## [ABOUT THIS EXERCISE]
Please work out how many lines in the data below contain "Racjonalizatorów", and reply with that number alone.
==== AVAILABLE RECORDS ====
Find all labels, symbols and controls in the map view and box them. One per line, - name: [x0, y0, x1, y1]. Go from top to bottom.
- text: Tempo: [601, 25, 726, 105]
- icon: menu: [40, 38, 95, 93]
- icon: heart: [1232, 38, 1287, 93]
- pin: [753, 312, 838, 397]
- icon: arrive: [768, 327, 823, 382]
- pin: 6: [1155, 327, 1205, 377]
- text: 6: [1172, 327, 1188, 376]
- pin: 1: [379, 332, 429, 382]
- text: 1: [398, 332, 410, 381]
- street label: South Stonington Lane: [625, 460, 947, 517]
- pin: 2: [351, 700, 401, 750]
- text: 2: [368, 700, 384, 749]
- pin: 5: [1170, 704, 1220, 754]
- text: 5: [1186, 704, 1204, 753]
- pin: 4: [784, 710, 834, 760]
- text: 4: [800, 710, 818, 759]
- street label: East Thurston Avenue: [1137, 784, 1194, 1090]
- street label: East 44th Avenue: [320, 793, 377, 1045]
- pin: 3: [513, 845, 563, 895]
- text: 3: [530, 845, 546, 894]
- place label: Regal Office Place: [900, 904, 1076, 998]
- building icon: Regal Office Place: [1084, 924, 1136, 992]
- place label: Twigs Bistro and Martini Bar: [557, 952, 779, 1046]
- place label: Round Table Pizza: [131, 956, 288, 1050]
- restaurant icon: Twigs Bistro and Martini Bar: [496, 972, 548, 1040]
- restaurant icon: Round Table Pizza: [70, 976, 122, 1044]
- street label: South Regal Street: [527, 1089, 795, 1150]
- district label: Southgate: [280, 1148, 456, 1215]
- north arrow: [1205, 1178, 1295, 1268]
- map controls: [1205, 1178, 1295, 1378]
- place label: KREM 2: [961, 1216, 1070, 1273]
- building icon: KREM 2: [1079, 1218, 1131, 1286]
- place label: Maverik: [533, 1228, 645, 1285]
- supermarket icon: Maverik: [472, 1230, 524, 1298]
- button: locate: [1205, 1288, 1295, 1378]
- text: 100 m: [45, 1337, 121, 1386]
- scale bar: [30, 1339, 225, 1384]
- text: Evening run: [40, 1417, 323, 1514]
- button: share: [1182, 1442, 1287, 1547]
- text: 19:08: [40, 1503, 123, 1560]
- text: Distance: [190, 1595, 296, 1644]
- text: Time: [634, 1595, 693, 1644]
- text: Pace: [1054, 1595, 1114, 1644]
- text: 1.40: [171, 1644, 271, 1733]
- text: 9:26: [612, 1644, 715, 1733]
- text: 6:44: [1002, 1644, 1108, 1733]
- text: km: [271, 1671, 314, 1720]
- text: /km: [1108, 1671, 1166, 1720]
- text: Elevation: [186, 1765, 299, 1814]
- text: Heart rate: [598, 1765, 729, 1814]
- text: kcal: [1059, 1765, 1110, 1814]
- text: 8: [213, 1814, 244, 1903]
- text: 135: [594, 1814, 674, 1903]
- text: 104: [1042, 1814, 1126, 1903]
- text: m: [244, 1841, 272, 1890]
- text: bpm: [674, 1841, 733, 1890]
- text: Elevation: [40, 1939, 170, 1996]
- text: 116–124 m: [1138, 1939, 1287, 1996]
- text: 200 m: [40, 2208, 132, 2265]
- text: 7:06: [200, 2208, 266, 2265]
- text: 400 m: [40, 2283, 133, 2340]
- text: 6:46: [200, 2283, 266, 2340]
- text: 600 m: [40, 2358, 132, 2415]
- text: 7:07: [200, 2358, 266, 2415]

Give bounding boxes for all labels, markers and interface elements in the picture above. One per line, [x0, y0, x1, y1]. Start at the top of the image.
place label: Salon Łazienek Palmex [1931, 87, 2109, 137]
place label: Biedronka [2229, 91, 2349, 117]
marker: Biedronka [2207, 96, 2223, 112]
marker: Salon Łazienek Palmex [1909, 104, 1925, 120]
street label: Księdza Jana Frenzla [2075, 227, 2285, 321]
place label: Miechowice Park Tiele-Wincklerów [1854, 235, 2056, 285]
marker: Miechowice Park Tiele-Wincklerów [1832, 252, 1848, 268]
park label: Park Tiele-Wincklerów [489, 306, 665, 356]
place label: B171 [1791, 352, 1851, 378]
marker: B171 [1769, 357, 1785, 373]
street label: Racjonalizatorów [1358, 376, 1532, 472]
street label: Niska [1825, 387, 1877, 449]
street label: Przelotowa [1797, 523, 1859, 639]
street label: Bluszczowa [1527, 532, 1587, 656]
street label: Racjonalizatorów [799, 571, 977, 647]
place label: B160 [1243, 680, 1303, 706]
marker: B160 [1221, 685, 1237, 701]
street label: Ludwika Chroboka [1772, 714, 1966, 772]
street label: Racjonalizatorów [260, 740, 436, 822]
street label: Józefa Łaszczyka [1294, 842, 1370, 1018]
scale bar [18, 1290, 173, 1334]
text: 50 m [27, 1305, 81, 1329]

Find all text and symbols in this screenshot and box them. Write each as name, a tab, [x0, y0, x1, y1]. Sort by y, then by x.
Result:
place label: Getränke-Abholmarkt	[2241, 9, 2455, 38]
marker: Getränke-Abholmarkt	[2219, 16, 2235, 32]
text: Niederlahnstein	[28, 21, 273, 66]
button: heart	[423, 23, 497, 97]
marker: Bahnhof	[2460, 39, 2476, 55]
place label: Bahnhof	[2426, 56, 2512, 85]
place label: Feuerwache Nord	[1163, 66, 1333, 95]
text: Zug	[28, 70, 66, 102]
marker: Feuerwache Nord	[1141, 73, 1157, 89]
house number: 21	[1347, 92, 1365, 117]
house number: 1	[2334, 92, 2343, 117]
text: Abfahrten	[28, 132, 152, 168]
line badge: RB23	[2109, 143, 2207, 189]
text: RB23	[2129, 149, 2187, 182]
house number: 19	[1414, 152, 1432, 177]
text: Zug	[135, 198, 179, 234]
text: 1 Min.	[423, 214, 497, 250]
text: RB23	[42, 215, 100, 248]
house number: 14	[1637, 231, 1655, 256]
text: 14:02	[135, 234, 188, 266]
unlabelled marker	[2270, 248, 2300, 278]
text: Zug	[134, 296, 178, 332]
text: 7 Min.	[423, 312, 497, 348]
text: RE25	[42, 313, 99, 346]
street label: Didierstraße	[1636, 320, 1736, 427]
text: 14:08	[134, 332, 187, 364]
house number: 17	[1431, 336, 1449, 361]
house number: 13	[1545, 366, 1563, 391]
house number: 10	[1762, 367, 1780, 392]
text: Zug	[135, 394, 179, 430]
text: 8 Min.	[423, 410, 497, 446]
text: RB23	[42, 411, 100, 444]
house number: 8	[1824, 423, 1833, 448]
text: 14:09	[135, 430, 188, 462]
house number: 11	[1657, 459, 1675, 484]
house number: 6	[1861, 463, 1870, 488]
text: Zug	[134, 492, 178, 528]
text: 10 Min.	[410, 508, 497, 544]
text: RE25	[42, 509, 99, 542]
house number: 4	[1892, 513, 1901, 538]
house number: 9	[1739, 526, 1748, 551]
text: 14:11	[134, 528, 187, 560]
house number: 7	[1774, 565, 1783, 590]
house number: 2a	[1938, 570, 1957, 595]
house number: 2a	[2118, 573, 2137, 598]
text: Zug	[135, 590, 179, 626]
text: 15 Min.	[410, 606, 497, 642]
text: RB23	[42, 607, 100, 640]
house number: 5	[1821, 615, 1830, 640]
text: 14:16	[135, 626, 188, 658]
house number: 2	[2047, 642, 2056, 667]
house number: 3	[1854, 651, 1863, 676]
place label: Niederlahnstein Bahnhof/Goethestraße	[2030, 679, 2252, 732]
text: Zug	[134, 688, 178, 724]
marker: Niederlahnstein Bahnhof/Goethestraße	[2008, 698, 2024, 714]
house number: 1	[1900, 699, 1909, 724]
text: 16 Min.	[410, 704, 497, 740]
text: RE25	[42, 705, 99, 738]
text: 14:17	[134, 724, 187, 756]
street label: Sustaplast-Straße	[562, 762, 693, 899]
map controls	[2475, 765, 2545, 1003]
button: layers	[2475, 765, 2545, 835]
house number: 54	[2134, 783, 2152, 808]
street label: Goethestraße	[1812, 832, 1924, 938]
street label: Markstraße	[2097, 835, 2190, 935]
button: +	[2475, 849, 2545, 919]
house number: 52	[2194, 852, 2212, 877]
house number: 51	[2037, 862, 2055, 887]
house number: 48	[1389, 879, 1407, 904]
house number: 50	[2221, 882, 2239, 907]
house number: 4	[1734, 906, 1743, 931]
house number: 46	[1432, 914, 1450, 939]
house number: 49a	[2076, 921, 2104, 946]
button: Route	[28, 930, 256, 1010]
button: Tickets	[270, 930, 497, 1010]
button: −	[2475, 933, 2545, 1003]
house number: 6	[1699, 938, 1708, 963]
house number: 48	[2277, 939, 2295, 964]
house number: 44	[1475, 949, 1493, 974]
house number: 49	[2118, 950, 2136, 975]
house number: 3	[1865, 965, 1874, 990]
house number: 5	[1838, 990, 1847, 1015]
====
## [SOLVED EXERCISE]
3